You many have noticed that I tend to add fruit to cakes. This is partly because I love fruit, but also the natural sweetness helps reduce the need for additional refined sugar as well as adds in extra fibre and all these nutritional goodies. Cake as a ‘health food’ – what could be better than that?

Almonds are another key ingredient that not only taste good, but will provide your body with wonderful nutrients like magnesium and vitamin E as well as healthy fats and fibre. In fact there’s much to say about this amazing nut – that’s another blog post!

This cake is a perfect summer recipe; because you can use frozen raspberries, you can now bring a bit of summer into your kitchen at any time of the year! It’s soft and so tasty, and works well with gluten free flour or wholemeal. And of course as it’s dairy free and egg free, it’s good for your vegan friends or those with food intolerances  (apart from nuts – sorry nut allergy people!). If you want to make it look more beautiful, drizzle some stripes of simple icing mixed with a little almond essence over the top. Not only does it look good, but creates a flavour reminiscent of Bakewell Tart.

So give this a go and enjoy a sunny summer’s afternoon any time of the year. Do let me know how you get on!

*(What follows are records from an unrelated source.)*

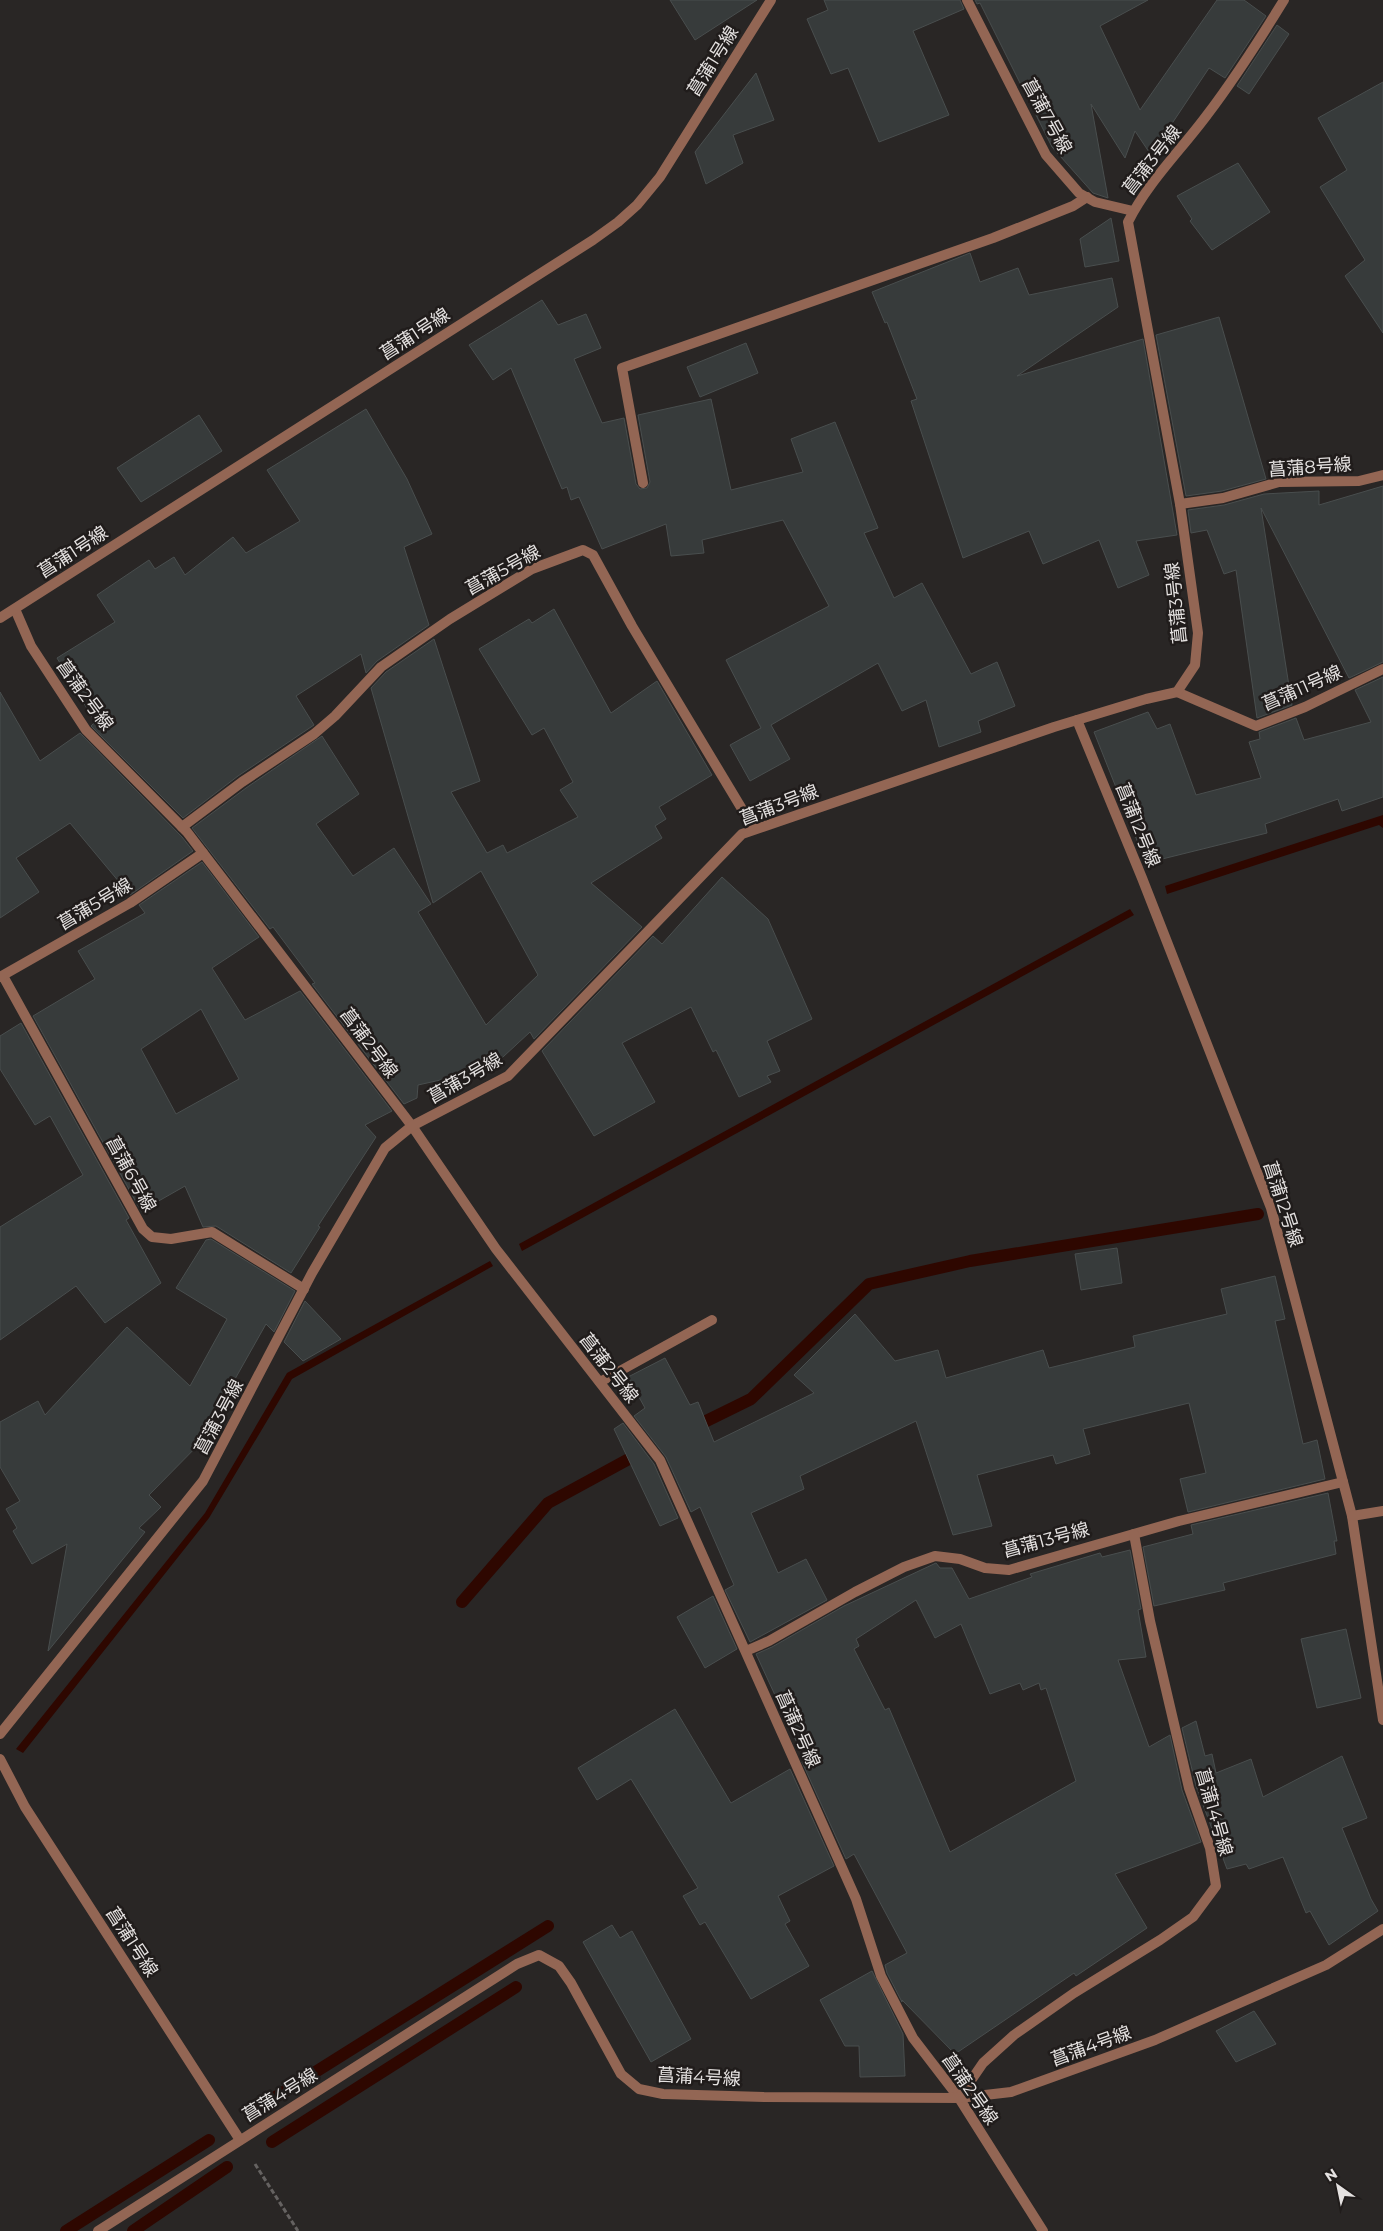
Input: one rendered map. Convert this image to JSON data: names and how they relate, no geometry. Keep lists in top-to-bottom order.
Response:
{
  "streets": {
    "street": [
      "菖蒲1号線",
      "菖蒲7号線",
      "菖蒲3号線",
      "菖蒲8号線",
      "菖蒲5号線",
      "菖蒲11号線",
      "菖蒲2号線",
      "菖蒲12号線",
      "菖蒲6号線",
      "菖蒲13号線",
      "菖蒲14号線",
      "菖蒲4号線"
    ]
  },
  "crossings": [
    ["菖蒲1号線", "菖蒲2号線"],
    ["菖蒲1号線", "菖蒲4号線"],
    ["菖蒲7号線", "菖蒲3号線"],
    ["菖蒲3号線", "菖蒲8号線"],
    ["菖蒲3号線", "菖蒲5号線"],
    ["菖蒲3号線", "菖蒲11号線"],
    ["菖蒲3号線", "菖蒲2号線"],
    ["菖蒲3号線", "菖蒲12号線"],
    ["菖蒲3号線", "菖蒲6号線"],
    ["菖蒲5号線", "菖蒲2号線"],
    ["菖蒲5号線", "菖蒲6号線"],
    ["菖蒲2号線", "菖蒲13号線"],
    ["菖蒲2号線", "菖蒲14号線"],
    ["菖蒲2号線", "菖蒲4号線"],
    ["菖蒲12号線", "菖蒲13号線"],
    ["菖蒲13号線", "菖蒲14号線"],
    ["菖蒲14号線", "菖蒲4号線"]
  ],
  "north": "top left"
}
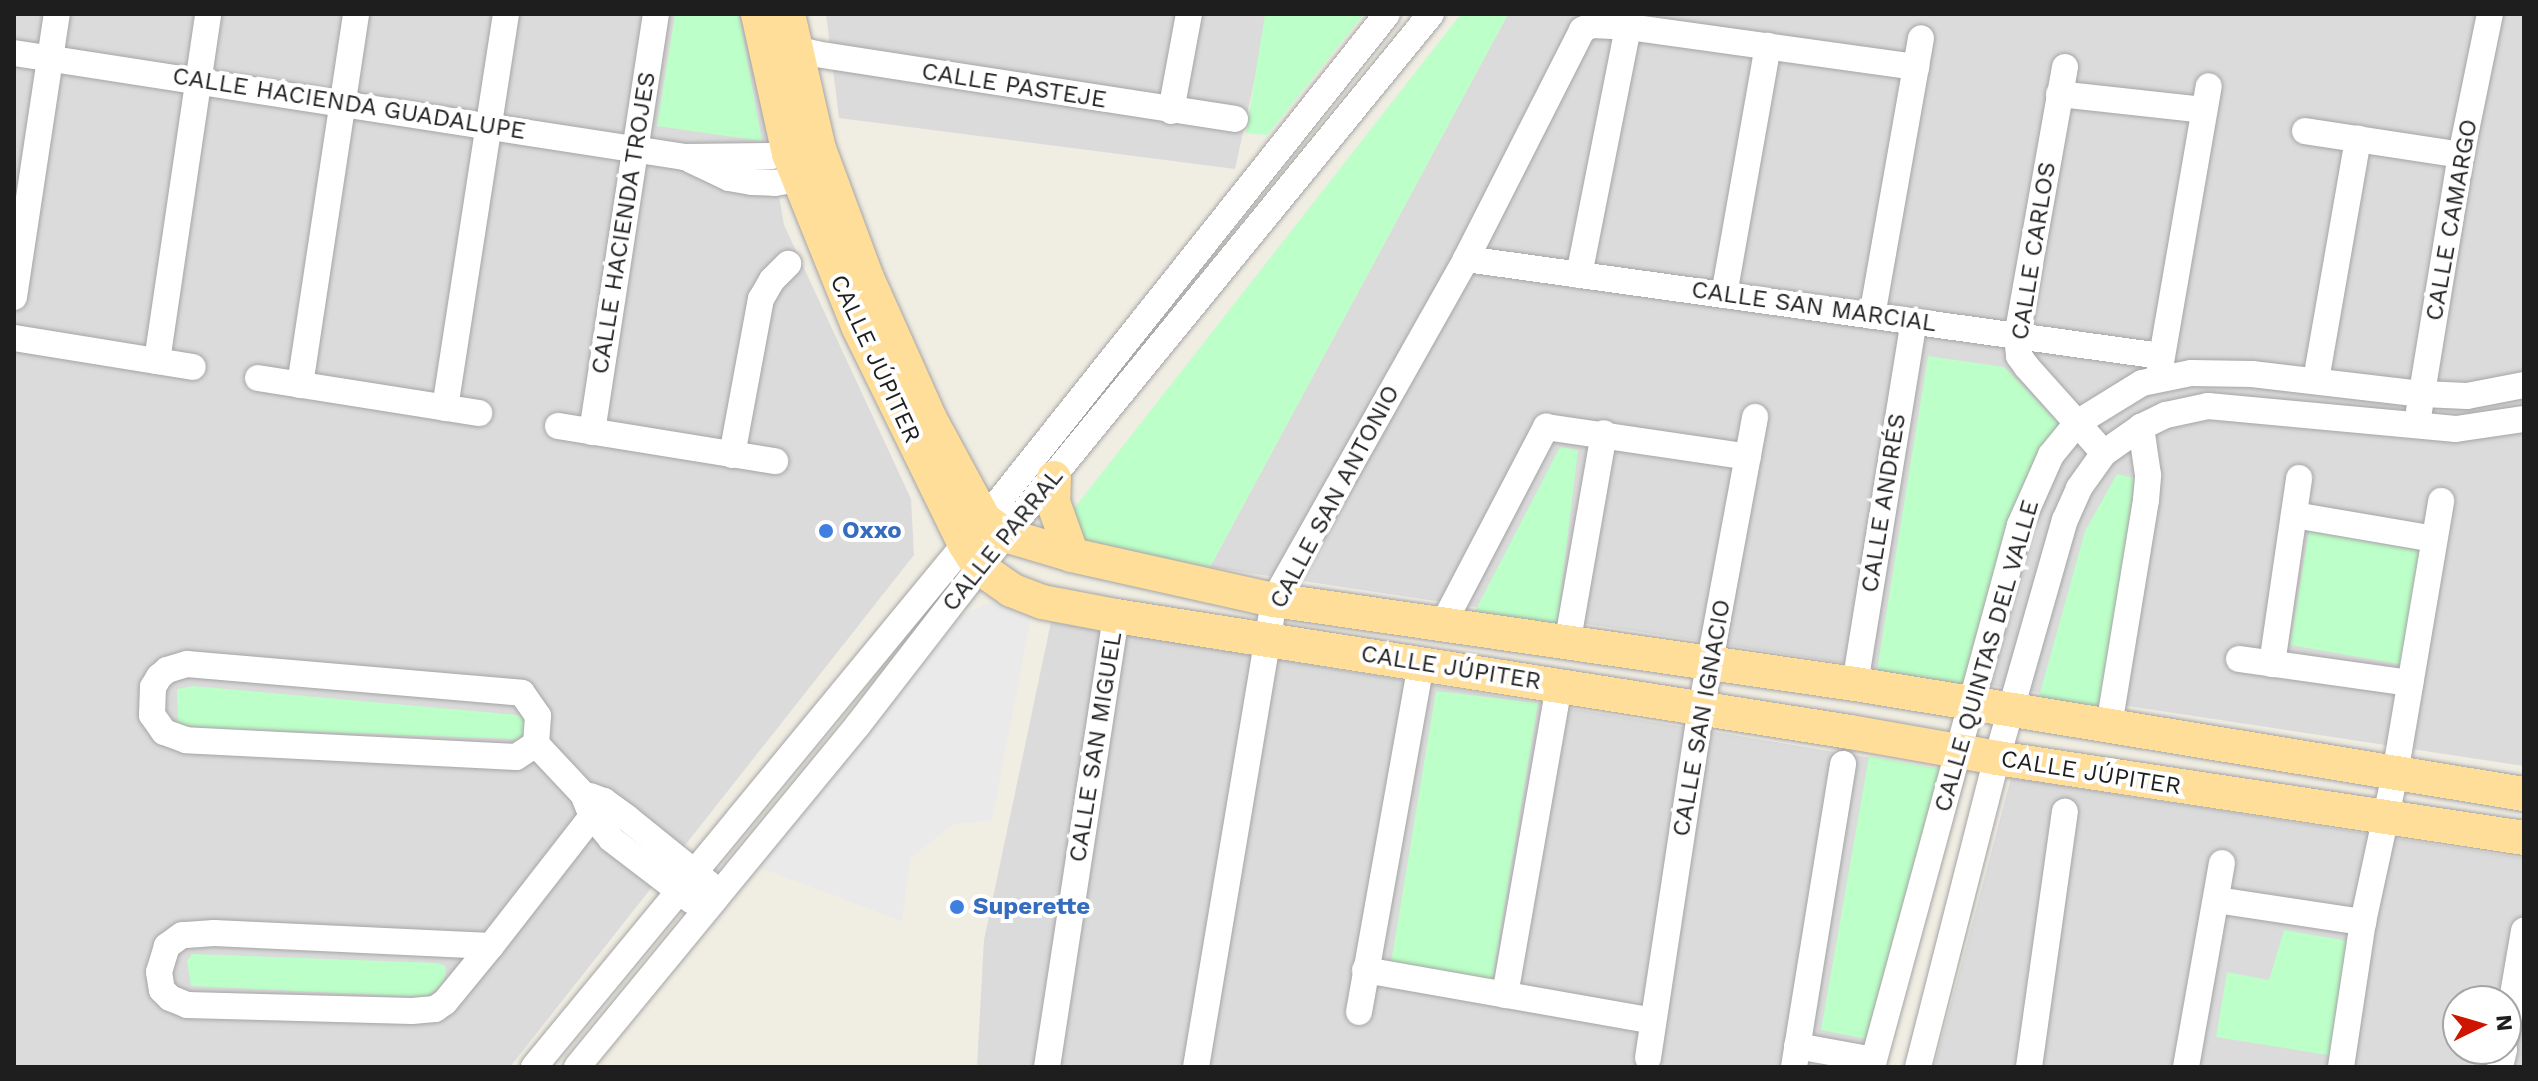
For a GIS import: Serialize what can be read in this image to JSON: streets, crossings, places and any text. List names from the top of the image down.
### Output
{
  "streets": {
    "main road": ["CALLE JÚPITER"],
    "street": [
      "CALLE PASTEJE",
      "CALLE HACIENDA GUADALUPE",
      "CALLE CAMARGO",
      "CALLE HACIENDA TROJES",
      "CALLE CARLOS",
      "CALLE SAN MARCIAL",
      "CALLE SAN ANTONIO",
      "CALLE ANDRÉS",
      "CALLE PARRAL",
      "CALLE QUINTAS DEL VALLE",
      "CALLE SAN IGNACIO",
      "CALLE SAN MIGUEL"
    ]
  },
  "crossings": [
    ["CALLE PASTEJE", "CALLE JÚPITER"],
    ["CALLE HACIENDA GUADALUPE", "CALLE HACIENDA TROJES"],
    ["CALLE HACIENDA GUADALUPE", "CALLE JÚPITER"],
    ["CALLE CAMARGO", "CALLE QUINTAS DEL VALLE"],
    ["CALLE CARLOS", "CALLE SAN MARCIAL"],
    ["CALLE CARLOS", "CALLE QUINTAS DEL VALLE"],
    ["CALLE SAN MARCIAL", "CALLE SAN ANTONIO"],
    ["CALLE SAN MARCIAL", "CALLE ANDRÉS"],
    ["CALLE SAN MARCIAL", "CALLE QUINTAS DEL VALLE"],
    ["CALLE JÚPITER", "CALLE SAN ANTONIO"],
    ["CALLE JÚPITER", "CALLE ANDRÉS"],
    ["CALLE JÚPITER", "CALLE PARRAL"],
    ["CALLE JÚPITER", "CALLE QUINTAS DEL VALLE"],
    ["CALLE JÚPITER", "CALLE SAN IGNACIO"],
    ["CALLE JÚPITER", "CALLE SAN MIGUEL"]
  ],
  "places": ["Oxxo", "Superette"],
  "north": "right"
}
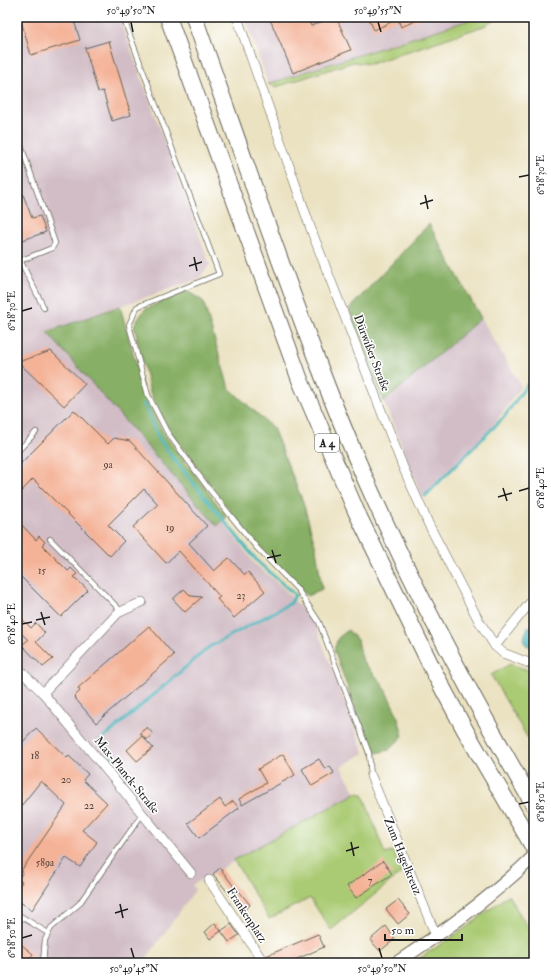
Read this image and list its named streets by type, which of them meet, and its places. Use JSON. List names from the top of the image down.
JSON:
{
  "streets": {
    "highway": ["A 4"],
    "street": [
      "Dürwißer Straße",
      "Max-Planck-Straße",
      "Zum Hagelkreuz",
      "Frankenplatz"
    ]
  },
  "house_numbers": [
    "9a",
    "19",
    "15",
    "23",
    "18",
    "20",
    "22",
    "589a",
    "7"
  ],
  "scale_bar": "50 m",
  "coordinates": [
    "50°49'50\"N",
    "50°49'55\"N",
    "6°18'30\"E",
    "6°18'40\"E",
    "6°18'50\"E",
    "50°49'45\"N"
  ]
}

Raspberry and almond cake (makes 8 good slices)
150g wholemeal or gluten free self-raising flour
100g ground almonds
pinch of salt
1 teaspoon of baking powder
100g coconut sugar (or other sugar of choice)
200ml almond milk
70ml olive oil
1 teaspoon vanilla essence
100g raspberries (fresh or frozen – the berries keep their shape better if frozen)
25g flaked almonds

Pre-heat the oven to 180ºC/350ºF/Gas Mark 4. Grease and line a 18cm round cake tin or a 2lb loaf tin.

Measure the flour, ground almonds, baking powder and salt into one bowl. Mix the coconut sugar, almond milk, olive oil and vanilla essence in another. Keep the raspberries and flaked almonds to one side for now. Pour the wet mix into the dry and mix quickly but carefully. Once everything is roughly combined, pour half the mix into the prepared cake tin, sprinkle the raspberries over the top then fill with the remaining mix. Make sure all the the raspberries are covered with the mix, sprinkle the flaked almonds over the top and place in the oven for 35 minutes.

Check the cake – it should be risen slightly and lightly browned on top. Check with a skewer to see if it is cooked through – if some mix sticks to the skewer, place back in the oven for a few more minutes. Once you’re happy it’s cooked, remove from the oven and leave to cool in the tin for 10 minutes, then tip out onto a cooling rack. Decorate as above if you wish when fully cool, or just tuck in as it is. Enjoy!